TASK GOAL:
The number of lines in the records that include "which" is all you should give.

════

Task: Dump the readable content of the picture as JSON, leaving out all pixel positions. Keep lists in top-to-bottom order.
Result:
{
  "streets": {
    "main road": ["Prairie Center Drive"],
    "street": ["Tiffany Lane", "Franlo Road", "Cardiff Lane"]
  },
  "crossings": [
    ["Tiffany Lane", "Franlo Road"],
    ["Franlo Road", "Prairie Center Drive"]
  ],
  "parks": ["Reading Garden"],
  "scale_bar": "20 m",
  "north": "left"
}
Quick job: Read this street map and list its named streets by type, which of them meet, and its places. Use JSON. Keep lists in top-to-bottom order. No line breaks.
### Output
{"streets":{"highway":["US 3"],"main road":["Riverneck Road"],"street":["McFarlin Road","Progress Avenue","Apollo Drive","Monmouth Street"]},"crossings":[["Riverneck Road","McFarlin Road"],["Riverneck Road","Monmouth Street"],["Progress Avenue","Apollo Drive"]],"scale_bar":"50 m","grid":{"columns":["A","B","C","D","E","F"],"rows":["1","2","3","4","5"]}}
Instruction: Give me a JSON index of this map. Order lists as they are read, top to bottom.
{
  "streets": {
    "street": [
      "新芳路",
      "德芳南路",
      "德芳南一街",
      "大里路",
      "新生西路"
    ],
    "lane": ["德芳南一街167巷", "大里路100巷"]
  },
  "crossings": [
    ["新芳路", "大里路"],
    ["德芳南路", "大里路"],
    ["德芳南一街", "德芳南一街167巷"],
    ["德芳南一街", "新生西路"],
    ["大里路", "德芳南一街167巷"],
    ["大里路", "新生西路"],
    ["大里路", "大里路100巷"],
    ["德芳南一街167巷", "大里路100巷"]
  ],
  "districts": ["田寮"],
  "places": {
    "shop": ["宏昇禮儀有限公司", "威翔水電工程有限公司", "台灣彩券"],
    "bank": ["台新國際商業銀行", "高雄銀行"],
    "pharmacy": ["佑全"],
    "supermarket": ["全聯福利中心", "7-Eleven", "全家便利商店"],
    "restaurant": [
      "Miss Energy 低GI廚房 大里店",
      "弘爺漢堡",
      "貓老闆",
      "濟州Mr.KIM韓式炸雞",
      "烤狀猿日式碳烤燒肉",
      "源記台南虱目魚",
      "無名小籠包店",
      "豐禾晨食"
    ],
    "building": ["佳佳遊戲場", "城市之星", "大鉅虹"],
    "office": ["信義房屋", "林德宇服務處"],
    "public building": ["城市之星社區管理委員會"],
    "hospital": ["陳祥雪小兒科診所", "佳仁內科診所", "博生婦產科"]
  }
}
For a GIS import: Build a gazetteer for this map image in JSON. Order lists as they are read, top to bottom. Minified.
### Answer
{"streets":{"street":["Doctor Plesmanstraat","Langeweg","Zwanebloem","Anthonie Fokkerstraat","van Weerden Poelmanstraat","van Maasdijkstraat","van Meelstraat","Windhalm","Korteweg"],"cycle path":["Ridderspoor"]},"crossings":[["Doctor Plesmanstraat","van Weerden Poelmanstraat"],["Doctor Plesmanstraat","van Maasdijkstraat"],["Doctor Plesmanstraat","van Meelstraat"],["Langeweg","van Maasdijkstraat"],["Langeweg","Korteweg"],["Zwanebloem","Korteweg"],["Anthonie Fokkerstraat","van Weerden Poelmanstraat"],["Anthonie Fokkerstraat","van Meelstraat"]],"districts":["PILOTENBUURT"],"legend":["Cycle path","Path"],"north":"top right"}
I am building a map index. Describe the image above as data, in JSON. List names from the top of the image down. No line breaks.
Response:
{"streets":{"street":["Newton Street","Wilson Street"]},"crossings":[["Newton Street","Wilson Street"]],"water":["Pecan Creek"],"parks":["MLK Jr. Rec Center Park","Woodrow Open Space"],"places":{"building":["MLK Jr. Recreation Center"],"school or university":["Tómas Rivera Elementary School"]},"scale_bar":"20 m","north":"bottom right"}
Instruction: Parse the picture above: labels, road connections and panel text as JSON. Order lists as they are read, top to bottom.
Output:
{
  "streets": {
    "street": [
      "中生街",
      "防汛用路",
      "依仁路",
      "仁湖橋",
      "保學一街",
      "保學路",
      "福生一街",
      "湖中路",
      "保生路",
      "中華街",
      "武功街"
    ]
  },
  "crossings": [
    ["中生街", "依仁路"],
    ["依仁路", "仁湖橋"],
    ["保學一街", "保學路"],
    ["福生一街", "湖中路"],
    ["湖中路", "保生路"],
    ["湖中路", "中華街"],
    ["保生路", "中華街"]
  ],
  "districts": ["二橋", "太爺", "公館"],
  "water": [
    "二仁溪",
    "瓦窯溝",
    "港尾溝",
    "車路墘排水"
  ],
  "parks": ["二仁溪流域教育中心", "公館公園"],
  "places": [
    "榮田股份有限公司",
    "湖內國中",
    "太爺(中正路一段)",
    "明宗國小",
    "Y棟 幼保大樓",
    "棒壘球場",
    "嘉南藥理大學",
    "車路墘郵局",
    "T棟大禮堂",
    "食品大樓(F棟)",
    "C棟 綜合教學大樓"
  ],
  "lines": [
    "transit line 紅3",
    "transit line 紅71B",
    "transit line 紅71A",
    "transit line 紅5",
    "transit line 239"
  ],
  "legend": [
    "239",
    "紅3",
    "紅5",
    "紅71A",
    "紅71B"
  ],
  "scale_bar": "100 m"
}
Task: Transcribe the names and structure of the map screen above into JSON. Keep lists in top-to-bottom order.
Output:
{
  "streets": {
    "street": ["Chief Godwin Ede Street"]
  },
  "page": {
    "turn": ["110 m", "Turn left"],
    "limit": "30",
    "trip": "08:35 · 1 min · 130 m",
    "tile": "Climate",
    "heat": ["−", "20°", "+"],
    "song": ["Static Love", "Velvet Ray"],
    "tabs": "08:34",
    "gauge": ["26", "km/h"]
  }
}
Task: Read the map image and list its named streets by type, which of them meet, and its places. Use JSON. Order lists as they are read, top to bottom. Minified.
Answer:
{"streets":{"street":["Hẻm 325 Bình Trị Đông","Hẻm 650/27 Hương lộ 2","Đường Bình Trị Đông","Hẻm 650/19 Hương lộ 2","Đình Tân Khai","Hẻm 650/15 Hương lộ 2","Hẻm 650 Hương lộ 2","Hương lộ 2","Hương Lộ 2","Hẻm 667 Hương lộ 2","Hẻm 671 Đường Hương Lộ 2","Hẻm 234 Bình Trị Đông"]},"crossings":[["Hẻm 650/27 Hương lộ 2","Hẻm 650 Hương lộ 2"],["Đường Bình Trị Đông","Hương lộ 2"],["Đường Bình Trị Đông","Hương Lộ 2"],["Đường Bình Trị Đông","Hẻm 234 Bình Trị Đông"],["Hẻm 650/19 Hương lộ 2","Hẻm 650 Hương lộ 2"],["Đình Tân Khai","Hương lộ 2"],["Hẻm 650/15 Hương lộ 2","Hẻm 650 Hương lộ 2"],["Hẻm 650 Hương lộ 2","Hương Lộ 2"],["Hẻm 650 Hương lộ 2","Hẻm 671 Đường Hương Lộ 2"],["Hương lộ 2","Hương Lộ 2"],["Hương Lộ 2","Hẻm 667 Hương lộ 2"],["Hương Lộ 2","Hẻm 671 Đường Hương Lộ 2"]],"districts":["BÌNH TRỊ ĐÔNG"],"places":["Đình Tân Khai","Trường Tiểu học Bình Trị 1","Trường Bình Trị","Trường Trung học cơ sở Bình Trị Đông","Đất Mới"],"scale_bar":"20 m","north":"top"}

════

TASK RESULT:
2